Task prompt ->
Exactly as they appear below, repeat the lines from the one with "I am building" through the one with "Instruction: What data", and no others.
*** Begin section ***
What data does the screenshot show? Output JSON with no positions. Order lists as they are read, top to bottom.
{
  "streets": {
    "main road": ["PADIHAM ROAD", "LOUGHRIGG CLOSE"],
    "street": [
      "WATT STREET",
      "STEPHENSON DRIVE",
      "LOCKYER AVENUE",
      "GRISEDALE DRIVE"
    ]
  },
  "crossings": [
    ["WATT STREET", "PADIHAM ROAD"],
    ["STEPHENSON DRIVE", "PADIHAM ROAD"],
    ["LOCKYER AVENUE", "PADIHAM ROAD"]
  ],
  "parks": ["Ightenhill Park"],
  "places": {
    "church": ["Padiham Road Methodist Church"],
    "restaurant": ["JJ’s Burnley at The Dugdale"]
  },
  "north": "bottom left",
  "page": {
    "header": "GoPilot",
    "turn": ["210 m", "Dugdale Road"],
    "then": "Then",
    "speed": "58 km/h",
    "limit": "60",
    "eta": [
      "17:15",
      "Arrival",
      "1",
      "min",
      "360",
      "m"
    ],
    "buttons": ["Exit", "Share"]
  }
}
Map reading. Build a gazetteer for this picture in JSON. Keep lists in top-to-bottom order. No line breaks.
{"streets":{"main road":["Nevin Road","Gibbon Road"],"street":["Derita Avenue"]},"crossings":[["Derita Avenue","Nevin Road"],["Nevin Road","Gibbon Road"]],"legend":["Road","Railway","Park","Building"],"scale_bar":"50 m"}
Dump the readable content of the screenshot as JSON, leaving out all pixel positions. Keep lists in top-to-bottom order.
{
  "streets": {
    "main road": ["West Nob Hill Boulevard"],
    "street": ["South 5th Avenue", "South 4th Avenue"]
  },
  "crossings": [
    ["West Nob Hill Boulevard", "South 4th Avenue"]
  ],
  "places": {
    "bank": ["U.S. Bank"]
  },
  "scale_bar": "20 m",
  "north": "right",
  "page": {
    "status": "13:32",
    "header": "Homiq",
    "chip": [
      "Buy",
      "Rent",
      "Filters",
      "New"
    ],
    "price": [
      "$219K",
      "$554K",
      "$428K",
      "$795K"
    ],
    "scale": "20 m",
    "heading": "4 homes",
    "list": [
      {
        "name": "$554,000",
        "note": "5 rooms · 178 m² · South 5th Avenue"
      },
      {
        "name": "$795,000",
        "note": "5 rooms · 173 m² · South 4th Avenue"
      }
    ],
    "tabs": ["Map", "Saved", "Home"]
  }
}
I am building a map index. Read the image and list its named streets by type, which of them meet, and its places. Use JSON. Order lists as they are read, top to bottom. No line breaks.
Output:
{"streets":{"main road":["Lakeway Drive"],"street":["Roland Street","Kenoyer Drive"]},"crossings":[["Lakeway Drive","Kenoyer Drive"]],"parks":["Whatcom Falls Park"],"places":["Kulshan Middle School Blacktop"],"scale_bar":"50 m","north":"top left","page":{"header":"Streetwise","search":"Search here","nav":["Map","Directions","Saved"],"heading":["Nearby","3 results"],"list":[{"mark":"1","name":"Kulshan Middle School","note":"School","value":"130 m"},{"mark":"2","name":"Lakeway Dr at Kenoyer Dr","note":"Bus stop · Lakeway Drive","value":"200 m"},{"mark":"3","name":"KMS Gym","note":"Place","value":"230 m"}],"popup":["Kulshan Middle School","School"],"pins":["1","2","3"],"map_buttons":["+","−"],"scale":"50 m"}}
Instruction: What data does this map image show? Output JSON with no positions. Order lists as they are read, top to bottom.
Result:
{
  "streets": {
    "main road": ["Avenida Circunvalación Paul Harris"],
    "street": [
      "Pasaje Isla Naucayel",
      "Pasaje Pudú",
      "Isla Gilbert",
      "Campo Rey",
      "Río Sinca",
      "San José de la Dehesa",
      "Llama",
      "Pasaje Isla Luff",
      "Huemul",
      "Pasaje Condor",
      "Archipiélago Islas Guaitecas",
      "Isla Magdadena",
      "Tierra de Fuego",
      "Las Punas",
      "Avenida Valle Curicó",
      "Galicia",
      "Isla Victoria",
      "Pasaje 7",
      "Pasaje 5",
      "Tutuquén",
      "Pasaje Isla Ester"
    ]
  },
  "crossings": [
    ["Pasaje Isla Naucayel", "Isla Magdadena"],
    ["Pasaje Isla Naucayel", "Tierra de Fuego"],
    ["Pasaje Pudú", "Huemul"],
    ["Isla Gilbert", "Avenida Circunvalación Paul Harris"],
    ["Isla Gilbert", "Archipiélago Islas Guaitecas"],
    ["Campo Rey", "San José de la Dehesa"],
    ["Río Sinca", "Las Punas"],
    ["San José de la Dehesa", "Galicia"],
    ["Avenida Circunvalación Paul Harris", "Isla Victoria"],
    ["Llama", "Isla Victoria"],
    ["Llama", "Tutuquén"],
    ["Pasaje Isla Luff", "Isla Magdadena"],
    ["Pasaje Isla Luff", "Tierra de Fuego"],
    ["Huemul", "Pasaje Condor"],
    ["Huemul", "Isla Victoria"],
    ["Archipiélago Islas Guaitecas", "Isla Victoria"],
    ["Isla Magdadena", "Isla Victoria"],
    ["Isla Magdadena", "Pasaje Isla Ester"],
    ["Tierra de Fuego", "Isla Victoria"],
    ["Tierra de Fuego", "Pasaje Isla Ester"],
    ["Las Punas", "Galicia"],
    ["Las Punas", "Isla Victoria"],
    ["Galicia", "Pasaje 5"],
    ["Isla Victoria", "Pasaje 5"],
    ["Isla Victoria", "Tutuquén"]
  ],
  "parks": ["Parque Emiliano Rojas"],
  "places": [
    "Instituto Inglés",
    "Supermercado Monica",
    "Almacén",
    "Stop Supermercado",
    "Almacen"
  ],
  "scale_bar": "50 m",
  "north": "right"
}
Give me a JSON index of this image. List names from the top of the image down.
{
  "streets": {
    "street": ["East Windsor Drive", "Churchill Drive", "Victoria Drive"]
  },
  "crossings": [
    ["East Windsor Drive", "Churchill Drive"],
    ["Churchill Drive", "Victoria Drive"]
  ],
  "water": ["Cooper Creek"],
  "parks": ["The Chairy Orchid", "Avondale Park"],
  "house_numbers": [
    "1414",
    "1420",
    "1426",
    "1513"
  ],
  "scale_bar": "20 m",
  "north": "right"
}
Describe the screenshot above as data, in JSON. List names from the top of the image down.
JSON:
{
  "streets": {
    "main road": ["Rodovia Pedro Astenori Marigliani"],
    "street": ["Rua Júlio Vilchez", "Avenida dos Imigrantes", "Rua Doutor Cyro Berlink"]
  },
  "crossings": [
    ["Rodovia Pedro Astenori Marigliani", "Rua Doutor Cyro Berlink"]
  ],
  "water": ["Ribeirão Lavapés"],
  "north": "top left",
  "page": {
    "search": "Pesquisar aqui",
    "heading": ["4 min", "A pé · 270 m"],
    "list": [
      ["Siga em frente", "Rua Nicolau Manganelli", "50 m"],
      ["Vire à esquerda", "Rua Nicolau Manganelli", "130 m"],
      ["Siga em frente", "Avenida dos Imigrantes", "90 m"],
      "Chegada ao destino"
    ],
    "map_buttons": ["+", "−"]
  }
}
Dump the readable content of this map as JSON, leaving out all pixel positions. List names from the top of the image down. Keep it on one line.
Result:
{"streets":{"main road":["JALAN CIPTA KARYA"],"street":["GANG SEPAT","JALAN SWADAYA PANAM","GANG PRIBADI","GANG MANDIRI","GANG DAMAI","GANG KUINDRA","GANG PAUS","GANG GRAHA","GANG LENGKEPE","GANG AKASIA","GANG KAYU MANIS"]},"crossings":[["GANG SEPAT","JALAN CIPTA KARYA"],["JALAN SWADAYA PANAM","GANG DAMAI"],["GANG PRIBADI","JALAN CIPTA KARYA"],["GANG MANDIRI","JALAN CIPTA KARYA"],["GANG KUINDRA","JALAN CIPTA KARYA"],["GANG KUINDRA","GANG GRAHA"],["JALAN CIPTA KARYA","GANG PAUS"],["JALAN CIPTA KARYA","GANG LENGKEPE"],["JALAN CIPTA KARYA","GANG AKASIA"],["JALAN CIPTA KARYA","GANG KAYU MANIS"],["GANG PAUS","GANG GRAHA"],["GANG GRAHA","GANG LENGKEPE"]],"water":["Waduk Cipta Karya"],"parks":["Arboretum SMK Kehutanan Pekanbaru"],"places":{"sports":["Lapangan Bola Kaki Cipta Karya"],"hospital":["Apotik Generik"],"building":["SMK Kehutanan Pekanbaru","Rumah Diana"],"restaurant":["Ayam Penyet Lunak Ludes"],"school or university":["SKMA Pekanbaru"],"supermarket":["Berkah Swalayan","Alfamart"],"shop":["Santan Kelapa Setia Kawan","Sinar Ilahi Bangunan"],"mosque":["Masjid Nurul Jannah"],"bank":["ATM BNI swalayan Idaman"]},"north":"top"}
*** End section ***
Solution to the exercise ->
I am building a map index. Read the image and list its named streets by type, which of them meet, and its places. Use JSON. Order lists as they are read, top to bottom. No line breaks.
Output:
{"streets":{"main road":["Lakeway Drive"],"street":["Roland Street","Kenoyer Drive"]},"crossings":[["Lakeway Drive","Kenoyer Drive"]],"parks":["Whatcom Falls Park"],"places":["Kulshan Middle School Blacktop"],"scale_bar":"50 m","north":"top left","page":{"header":"Streetwise","search":"Search here","nav":["Map","Directions","Saved"],"heading":["Nearby","3 results"],"list":[{"mark":"1","name":"Kulshan Middle School","note":"School","value":"130 m"},{"mark":"2","name":"Lakeway Dr at Kenoyer Dr","note":"Bus stop · Lakeway Drive","value":"200 m"},{"mark":"3","name":"KMS Gym","note":"Place","value":"230 m"}],"popup":["Kulshan Middle School","School"],"pins":["1","2","3"],"map_buttons":["+","−"],"scale":"50 m"}}
Instruction: What data does this map image show? Output JSON with no positions. Order lists as they are read, top to bottom.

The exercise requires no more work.